[Collected data]
::::::::::
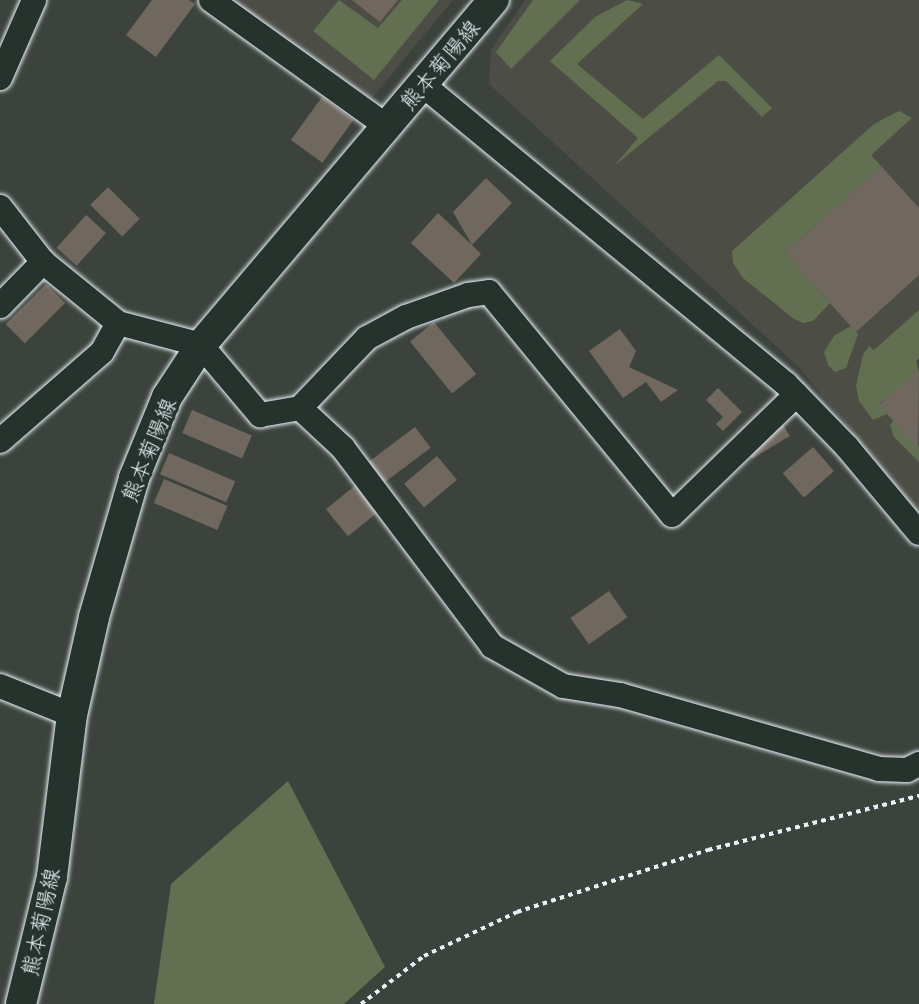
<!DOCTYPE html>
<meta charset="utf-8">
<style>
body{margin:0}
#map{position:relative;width:919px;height:1004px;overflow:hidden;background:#3c433c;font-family:"Shantell Sans","Klee One",sans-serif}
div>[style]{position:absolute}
.built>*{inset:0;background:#4c4e46}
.green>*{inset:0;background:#626f50}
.building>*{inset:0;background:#70685f;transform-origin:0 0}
.path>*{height:4px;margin-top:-2px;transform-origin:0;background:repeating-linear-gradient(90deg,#e8f1f8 0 4.5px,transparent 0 9px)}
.roads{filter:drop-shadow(0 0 2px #e8f1f8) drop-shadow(0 0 2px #e8f1f8)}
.minor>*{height:24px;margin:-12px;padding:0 12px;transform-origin:12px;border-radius:12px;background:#26332d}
.major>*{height:30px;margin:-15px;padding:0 15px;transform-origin:15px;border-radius:15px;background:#26332d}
span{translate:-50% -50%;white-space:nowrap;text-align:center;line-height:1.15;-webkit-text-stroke:6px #26332d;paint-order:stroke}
.street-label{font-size:22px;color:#e8f1f8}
</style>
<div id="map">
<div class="built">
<i style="clip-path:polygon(231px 0,453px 0,371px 99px)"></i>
<i style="clip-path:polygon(525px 0,919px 0,919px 513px,798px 366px,489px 84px,491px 50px)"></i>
</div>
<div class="green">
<i style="clip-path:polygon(339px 0,378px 28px,402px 0,439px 0,374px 80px,313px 31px)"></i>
<i style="clip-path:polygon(533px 0,580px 0,511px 69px,496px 52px)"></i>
<i style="clip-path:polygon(627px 0,643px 4px,577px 64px,643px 119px,719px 55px,772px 108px,762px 117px,726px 81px,718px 81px,614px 166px,638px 138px,550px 61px,595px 17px)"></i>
<i style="clip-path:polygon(899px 111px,912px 118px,871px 155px,881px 166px,785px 253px,830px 303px,813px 321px,803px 323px,794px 319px,743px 278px,733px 263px,732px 251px,874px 124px)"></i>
<i style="clip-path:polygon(919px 310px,919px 358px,916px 361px,919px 373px,879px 404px,887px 414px,873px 420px,859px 401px,856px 386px,863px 355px,869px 346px,874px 350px)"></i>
<i style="clip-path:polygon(851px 326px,858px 334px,846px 368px,835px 372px,828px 365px,824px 352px,834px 336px)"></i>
<i style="clip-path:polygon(893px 421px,919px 447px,919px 462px,894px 437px,890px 425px)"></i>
<i style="clip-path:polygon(288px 781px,385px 967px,344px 1004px,154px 1004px,171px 884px)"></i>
</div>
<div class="building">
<i style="clip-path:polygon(152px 0,189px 0,195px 4px,156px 57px,126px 35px)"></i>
<i style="clip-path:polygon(352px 0,398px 0,380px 22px)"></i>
<i style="left:322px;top:97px;width:39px;height:53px;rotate:36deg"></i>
<i style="clip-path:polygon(881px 166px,919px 208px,919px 275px,856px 332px,785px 253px)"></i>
<i style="clip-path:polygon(486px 178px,512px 203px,472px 245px,481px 254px,454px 283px,411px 243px,438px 213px,472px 245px,453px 212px)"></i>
<i style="left:108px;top:187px;width:45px;height:25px;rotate:45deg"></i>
<i style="left:86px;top:215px;width:27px;height:44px;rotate:42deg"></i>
<i style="left:46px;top:284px;width:27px;height:57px;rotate:45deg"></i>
<i style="left:434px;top:322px;width:67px;height:31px;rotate:51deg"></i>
<i style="clip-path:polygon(620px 329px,636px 351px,629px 367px,678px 390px,661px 402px,646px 382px,623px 398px,589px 351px)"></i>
<i style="clip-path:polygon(917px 371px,919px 373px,918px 449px,879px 405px)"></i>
<i style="clip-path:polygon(718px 388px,742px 412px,723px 431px,716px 424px,723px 417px,706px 400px)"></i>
<i style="left:192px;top:410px;width:65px;height:25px;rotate:23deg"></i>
<i style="left:779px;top:418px;width:21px;height:44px;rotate:59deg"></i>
<i style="left:415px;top:427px;width:26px;height:60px;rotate:53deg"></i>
<i style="left:813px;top:447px;width:32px;height:40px;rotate:49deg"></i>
<i style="left:169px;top:453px;width:72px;height:23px;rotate:23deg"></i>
<i style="left:437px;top:456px;width:31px;height:43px;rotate:50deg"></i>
<i style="left:164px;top:479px;width:69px;height:26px;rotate:23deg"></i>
<i style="left:357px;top:484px;width:35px;height:40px;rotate:51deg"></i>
<i style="left:609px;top:591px;width:32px;height:47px;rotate:55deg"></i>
</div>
<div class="path">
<i style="left:361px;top:1004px;width:79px;rotate:-37.3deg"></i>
<i style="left:424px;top:956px;width:103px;rotate:-25.3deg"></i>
<i style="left:517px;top:912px;width:201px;rotate:-18deg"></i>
<i style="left:708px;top:850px;width:218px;rotate:-14.4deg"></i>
</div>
<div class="roads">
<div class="minor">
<i style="left:211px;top:0;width:219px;rotate:35.7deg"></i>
<i style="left:0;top:78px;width:85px;rotate:-66.4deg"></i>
<i style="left:423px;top:85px;width:470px;rotate:39.5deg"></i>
<i style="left:786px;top:384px;width:88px;rotate:45.9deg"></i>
<i style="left:847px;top:447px;width:112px;rotate:50.1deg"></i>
<i style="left:0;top:207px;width:70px;rotate:52deg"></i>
<i style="left:43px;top:262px;width:97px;rotate:39.1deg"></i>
<i style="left:118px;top:323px;width:86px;rotate:14.8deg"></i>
<i style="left:201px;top:345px;width:92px;rotate:49.9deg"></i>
<i style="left:260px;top:415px;width:41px;rotate:-9.9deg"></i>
<i style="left:300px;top:408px;width:59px;rotate:42.9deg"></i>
<i style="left:343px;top:448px;width:248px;rotate:53deg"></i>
<i style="left:492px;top:646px;width:81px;rotate:29.4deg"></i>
<i style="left:563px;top:686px;width:58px;rotate:9deg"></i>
<i style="left:620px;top:695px;width:269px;rotate:15.9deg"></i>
<i style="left:879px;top:769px;width:28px;rotate:2deg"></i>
<i style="left:907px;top:770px;width:13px;rotate:-27deg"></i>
<i style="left:0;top:306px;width:62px;rotate:-45.7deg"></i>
<i style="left:300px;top:408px;width:97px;rotate:-46.3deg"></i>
<i style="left:367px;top:338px;width:44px;rotate:-28.3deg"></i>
<i style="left:406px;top:317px;width:66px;rotate:-19.5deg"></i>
<i style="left:468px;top:295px;width:21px;rotate:-8deg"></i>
<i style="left:489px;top:292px;width:288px;rotate:50.6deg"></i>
<i style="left:672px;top:515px;width:173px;rotate:-44.1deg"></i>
<i style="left:0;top:441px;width:135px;rotate:-41.1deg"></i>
<i style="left:102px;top:352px;width:33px;rotate:-61deg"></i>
<i style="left:0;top:686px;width:78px;rotate:21.9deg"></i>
</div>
<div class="major">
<i style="left:21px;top:1004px;width:131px;rotate:-76.3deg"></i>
<i style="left:52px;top:877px;width:163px;rotate:-83deg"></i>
<i style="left:72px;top:715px;width:100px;rotate:-77.3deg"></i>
<i style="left:94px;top:617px;width:145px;rotate:-73.9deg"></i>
<i style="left:134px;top:478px;width:87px;rotate:-67.8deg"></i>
<i style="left:167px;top:397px;width:62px;rotate:-56.8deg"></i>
<i style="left:201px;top:345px;width:453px;rotate:-49.7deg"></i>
</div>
</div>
<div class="street-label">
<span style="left:440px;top:65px;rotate:-50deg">熊本菊陽線</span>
<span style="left:149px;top:450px;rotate:-68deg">熊本菊陽線</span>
<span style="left:41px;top:922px;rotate:-78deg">熊本菊陽線</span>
</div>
</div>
::::::::::
- DIRECTIONS -
The answer should contain nothing but the lines from the top of the data above through the line containing "0 4.5px,transparent 0", copied exactly, with no images.

- SOLUTION FOR THIS EXERCISE -
<!DOCTYPE html>
<meta charset="utf-8">
<style>
body{margin:0}
#map{position:relative;width:919px;height:1004px;overflow:hidden;background:#3c433c;font-family:"Shantell Sans","Klee One",sans-serif}
div>[style]{position:absolute}
.built>*{inset:0;background:#4c4e46}
.green>*{inset:0;background:#626f50}
.building>*{inset:0;background:#70685f;transform-origin:0 0}
.path>*{height:4px;margin-top:-2px;transform-origin:0;background:repeating-linear-gradient(90deg,#e8f1f8 0 4.5px,transparent 0 9px)}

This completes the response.